» Task item
Only the lines that include "hidden" should be copied from the data below.

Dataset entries
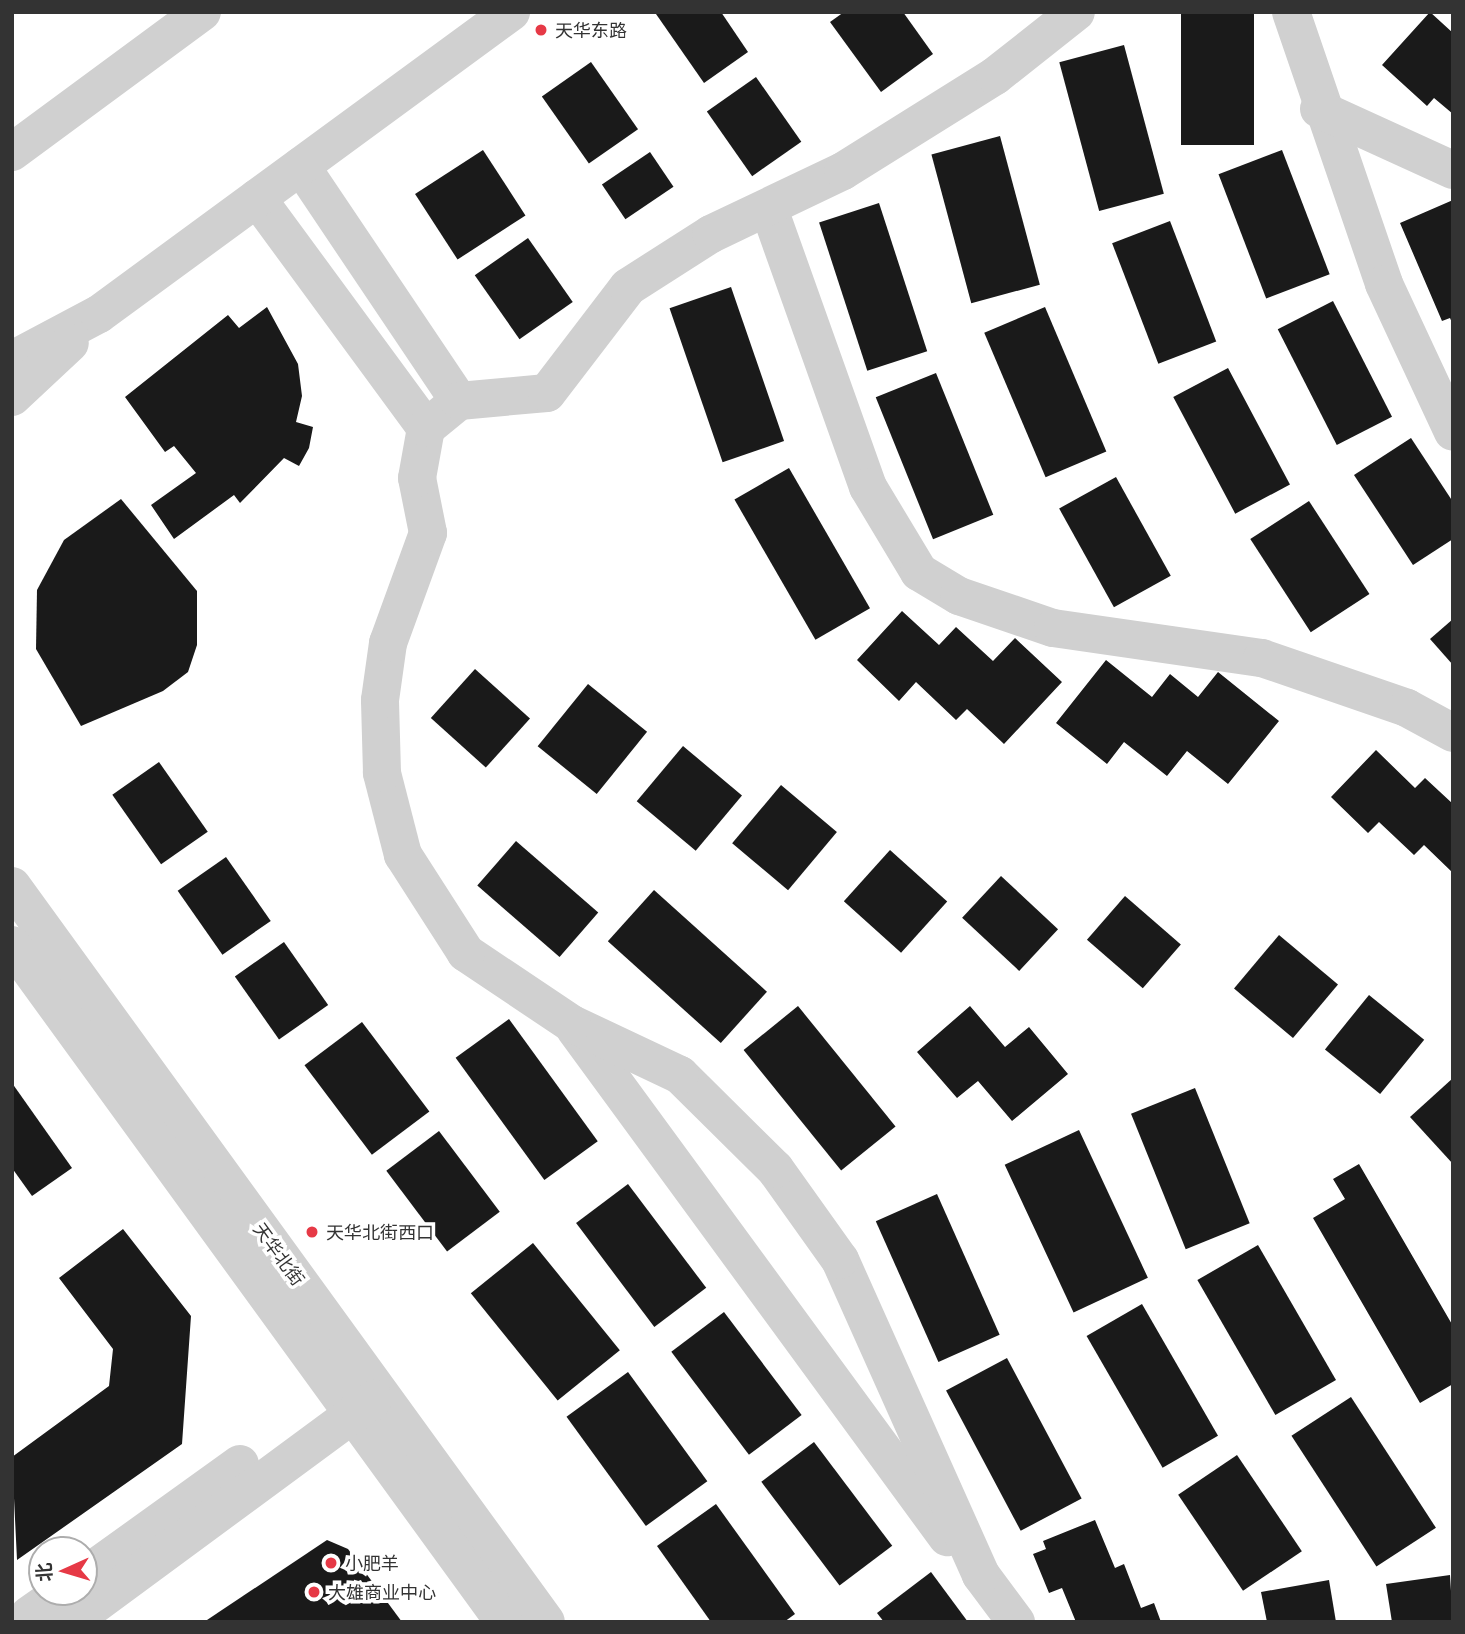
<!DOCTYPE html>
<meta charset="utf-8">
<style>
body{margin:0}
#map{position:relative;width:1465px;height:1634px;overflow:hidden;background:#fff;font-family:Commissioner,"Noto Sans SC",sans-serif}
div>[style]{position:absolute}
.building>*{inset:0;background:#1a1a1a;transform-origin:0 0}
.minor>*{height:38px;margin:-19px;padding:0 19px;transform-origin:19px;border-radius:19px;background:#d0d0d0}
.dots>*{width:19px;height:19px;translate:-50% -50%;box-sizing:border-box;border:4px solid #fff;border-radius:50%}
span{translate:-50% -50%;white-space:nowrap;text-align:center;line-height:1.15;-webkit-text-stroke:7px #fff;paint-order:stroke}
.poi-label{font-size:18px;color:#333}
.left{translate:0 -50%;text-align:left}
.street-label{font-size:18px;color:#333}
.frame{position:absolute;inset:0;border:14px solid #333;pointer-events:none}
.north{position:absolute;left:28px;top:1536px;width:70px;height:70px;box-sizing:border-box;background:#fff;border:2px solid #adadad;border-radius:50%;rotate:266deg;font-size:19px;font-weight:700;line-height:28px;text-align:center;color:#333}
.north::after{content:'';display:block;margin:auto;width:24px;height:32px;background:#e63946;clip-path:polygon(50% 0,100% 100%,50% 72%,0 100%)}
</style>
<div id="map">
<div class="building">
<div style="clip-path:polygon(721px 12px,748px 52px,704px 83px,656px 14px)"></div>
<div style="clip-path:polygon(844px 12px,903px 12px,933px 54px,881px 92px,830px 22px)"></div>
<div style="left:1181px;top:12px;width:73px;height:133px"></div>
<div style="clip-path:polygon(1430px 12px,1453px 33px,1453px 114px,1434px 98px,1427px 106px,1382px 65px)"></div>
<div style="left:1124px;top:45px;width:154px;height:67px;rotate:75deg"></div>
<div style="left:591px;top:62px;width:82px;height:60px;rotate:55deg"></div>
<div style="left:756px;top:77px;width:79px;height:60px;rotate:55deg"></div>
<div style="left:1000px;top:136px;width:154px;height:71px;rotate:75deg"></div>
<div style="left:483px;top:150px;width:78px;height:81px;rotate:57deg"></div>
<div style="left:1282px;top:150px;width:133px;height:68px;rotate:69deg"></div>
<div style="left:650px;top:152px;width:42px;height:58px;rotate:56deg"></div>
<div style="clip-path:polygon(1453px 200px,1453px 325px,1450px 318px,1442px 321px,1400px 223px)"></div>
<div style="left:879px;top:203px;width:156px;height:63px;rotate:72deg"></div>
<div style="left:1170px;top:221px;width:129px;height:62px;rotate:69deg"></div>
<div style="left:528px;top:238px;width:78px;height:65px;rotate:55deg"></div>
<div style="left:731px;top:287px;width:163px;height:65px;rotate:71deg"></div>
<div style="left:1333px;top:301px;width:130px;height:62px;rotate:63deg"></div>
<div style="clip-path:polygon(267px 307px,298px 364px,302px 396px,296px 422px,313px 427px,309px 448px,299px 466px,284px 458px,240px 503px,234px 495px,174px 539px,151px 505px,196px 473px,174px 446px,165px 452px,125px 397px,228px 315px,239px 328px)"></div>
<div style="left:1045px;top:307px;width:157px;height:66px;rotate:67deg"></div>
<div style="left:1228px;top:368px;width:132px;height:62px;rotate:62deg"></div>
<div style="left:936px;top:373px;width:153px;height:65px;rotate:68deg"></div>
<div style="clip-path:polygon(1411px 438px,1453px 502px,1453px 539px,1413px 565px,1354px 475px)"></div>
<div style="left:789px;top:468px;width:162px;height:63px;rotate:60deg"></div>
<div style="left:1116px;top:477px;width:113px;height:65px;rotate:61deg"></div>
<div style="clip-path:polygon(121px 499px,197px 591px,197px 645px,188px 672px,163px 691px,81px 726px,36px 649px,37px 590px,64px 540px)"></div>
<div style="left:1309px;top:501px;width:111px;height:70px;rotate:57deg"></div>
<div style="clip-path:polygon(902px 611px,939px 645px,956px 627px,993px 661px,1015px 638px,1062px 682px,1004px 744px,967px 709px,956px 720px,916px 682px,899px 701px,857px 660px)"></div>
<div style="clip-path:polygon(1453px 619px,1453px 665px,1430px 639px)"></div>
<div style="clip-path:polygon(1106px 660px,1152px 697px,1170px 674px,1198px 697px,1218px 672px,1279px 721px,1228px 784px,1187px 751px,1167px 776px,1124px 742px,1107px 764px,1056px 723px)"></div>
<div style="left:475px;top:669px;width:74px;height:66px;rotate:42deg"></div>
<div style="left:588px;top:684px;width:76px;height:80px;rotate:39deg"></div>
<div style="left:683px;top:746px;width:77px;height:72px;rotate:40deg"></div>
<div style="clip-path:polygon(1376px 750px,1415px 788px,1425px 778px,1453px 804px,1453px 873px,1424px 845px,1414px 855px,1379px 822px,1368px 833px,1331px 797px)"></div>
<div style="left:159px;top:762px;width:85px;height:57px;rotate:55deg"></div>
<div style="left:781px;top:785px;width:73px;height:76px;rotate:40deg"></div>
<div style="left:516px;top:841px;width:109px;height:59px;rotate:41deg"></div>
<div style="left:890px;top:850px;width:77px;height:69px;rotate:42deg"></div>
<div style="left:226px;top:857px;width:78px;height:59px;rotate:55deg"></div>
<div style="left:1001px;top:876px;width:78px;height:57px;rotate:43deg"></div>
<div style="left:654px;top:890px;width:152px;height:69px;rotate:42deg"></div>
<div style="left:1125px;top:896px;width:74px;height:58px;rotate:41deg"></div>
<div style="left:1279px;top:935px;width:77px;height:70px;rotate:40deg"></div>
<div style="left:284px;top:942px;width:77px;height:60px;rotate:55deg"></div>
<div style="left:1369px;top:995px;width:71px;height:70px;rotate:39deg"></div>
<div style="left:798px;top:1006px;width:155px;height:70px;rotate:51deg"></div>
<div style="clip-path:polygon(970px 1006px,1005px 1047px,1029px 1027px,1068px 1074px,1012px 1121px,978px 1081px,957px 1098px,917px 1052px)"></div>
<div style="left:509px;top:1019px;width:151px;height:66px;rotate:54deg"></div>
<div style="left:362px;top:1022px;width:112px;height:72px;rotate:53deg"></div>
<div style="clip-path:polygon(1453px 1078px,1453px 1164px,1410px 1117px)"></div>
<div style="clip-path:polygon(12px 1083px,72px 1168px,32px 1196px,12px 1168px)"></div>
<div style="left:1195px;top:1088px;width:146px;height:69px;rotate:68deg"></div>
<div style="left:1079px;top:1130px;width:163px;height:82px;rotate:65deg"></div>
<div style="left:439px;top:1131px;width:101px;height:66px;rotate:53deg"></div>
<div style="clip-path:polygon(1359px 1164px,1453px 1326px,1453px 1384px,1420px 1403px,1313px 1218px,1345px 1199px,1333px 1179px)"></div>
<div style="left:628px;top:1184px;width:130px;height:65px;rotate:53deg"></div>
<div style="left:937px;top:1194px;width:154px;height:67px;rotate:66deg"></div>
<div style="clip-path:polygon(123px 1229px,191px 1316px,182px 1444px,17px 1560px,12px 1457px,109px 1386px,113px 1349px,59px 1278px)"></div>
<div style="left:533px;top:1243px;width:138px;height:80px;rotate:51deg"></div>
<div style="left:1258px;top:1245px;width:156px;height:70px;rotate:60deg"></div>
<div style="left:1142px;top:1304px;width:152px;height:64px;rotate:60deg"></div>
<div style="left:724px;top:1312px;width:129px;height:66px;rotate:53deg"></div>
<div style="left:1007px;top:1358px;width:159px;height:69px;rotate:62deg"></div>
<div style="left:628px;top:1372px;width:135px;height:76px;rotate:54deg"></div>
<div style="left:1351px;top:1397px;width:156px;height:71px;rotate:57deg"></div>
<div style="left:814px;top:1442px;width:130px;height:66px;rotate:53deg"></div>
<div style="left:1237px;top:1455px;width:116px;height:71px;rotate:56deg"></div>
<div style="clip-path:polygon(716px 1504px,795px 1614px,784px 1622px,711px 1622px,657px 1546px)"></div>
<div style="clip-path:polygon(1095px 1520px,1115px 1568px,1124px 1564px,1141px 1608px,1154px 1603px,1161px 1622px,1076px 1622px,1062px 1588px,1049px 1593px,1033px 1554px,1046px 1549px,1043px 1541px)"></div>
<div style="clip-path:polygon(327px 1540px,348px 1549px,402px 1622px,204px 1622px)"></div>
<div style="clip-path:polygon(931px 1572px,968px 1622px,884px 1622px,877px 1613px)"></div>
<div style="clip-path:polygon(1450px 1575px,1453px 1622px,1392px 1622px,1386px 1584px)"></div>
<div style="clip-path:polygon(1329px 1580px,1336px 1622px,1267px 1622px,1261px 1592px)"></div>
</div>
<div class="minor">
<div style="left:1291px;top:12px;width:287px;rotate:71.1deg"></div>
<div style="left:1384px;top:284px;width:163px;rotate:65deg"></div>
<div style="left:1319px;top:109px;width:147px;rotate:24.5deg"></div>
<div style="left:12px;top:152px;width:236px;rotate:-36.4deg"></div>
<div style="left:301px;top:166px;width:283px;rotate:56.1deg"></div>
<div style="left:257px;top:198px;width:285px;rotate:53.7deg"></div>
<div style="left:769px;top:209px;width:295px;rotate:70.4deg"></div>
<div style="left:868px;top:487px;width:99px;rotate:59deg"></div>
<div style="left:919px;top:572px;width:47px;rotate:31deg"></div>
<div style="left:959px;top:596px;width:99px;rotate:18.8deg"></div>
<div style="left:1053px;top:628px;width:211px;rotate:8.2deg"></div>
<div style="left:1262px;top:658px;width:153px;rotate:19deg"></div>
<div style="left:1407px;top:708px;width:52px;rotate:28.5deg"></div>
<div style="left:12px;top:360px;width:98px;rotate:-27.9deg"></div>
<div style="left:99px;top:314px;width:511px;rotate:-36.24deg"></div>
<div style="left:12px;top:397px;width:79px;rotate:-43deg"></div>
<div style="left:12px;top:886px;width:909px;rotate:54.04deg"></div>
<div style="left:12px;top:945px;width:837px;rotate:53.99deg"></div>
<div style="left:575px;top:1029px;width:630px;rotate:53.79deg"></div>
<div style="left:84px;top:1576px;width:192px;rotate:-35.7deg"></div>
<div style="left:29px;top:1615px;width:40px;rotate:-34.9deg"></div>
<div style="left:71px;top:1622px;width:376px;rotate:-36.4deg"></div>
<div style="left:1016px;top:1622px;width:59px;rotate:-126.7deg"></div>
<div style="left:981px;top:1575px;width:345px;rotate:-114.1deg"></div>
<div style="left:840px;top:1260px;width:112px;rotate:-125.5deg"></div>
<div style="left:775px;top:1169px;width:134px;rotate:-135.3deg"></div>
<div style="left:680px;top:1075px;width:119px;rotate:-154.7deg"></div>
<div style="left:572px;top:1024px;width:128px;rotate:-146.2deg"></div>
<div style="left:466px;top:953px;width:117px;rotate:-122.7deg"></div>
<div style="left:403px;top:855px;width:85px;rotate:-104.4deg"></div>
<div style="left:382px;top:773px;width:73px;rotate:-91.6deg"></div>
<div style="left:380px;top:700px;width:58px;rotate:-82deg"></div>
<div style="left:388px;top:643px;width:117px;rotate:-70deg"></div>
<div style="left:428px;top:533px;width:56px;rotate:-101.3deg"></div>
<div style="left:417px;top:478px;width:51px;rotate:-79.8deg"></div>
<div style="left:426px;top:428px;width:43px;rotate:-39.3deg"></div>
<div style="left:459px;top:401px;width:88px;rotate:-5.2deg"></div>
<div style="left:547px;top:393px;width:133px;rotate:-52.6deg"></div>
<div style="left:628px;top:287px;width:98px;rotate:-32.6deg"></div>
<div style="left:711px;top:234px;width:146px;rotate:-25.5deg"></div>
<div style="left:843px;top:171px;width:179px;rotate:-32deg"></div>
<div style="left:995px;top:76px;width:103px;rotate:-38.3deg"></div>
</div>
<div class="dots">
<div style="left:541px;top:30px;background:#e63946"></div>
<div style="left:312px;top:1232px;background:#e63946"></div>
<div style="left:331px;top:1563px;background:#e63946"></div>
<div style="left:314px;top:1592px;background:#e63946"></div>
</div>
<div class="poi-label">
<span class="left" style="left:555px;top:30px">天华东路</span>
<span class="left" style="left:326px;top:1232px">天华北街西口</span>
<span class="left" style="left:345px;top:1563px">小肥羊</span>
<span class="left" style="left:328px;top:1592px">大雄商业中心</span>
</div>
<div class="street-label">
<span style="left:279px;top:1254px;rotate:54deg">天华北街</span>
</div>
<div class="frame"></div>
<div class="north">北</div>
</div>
---
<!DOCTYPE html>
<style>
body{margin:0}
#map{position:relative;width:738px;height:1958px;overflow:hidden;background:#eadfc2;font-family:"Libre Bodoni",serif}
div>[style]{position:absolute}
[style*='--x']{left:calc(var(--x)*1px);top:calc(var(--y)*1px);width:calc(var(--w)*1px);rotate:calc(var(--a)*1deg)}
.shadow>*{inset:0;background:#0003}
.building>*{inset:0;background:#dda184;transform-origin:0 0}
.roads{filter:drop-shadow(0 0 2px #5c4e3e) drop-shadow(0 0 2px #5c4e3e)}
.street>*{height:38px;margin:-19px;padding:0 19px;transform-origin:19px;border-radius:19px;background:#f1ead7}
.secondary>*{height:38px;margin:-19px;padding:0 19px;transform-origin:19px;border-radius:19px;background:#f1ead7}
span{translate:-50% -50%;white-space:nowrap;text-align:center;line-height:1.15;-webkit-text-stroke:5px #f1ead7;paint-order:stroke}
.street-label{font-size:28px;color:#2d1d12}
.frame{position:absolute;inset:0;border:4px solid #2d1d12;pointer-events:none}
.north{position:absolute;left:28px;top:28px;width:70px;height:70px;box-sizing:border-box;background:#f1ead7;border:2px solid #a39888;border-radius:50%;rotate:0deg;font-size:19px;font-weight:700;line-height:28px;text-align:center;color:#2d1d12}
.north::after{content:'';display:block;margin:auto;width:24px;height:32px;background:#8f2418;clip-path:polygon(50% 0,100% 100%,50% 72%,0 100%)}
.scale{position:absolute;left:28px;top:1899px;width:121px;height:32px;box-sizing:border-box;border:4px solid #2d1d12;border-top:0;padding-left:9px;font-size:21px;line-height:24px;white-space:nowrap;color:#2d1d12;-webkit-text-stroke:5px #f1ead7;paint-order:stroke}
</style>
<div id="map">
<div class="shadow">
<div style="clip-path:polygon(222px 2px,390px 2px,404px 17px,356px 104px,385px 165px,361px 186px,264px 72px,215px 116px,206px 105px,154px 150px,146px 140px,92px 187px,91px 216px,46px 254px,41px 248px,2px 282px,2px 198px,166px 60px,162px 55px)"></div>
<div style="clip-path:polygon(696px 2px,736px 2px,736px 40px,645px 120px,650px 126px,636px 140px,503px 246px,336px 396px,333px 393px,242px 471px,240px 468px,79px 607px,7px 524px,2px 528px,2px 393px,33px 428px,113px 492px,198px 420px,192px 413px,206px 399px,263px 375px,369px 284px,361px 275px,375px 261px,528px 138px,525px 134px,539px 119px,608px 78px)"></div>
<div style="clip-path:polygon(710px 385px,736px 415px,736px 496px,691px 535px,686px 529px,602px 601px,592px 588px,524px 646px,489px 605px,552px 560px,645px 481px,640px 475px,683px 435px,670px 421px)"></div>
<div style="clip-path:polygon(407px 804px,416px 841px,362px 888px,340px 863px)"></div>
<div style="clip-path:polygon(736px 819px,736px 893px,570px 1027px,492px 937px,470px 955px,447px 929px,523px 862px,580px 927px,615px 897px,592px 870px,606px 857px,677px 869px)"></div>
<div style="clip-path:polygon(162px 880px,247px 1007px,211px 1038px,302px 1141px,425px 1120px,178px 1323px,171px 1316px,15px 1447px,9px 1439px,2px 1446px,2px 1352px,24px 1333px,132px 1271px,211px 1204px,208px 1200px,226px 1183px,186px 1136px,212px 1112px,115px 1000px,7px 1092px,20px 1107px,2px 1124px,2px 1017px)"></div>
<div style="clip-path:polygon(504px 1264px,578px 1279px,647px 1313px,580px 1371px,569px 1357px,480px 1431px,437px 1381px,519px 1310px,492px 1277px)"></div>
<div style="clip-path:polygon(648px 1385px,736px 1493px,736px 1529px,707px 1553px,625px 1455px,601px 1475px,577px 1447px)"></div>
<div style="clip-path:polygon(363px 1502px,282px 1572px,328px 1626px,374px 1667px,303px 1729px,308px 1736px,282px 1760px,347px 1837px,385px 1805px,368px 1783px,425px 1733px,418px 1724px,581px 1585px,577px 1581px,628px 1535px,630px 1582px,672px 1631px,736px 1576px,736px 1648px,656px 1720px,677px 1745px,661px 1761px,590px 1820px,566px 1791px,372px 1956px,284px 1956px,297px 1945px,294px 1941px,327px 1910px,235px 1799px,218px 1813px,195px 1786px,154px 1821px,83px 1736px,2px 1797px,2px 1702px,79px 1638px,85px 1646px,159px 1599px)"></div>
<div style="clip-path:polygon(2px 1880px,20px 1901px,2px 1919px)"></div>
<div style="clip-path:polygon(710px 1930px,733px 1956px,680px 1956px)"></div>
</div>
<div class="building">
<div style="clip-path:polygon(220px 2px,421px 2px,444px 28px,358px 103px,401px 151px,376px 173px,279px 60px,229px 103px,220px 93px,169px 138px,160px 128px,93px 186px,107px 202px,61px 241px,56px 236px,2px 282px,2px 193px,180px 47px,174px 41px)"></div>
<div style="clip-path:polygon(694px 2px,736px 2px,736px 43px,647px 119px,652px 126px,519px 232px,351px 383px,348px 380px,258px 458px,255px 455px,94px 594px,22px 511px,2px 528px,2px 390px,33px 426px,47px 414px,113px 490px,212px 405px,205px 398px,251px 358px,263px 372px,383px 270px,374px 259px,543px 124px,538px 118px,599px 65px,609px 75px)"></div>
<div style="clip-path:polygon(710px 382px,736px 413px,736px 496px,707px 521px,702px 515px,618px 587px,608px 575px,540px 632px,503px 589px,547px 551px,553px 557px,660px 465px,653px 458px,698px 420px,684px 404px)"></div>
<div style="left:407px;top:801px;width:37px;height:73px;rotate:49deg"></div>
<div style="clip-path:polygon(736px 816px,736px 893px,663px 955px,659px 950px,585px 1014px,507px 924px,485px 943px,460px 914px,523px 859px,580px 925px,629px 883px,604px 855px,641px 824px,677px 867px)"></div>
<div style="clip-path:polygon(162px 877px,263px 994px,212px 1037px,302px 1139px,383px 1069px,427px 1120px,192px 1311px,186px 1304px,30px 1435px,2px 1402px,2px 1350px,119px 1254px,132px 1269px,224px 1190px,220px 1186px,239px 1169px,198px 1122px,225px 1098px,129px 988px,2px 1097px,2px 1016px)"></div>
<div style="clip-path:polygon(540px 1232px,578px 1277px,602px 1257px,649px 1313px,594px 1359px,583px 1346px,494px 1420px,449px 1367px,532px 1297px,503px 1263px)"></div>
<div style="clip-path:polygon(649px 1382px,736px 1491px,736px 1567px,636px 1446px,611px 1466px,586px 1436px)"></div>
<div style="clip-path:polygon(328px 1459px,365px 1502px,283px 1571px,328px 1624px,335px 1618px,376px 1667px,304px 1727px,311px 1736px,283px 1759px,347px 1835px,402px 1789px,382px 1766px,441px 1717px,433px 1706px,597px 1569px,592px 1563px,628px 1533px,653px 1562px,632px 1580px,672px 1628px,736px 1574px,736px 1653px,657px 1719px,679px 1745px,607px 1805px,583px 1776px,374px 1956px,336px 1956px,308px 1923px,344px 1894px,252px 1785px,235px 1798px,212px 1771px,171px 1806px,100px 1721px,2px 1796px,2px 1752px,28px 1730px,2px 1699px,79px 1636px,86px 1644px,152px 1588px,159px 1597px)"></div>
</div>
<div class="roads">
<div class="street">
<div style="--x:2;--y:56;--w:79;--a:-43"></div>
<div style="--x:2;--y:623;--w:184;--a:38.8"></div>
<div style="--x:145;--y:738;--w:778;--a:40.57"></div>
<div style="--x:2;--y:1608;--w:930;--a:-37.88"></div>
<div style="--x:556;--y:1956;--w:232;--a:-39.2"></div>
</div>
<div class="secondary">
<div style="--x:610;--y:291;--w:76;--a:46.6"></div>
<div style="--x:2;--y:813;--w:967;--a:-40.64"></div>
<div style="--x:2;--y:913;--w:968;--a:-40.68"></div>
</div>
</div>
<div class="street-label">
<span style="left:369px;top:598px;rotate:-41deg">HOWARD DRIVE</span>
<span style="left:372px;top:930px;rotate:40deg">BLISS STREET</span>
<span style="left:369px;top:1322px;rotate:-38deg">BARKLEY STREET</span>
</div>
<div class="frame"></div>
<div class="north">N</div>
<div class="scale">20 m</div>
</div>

» Answer space
#map{position:relative;width:1465px;height:1634px;overflow:hidden;background:#fff;font-family:Commissioner,"Noto Sans SC",sans-serif}
#map{position:relative;width:738px;height:1958px;overflow:hidden;background:#eadfc2;font-family:"Libre Bodoni",serif}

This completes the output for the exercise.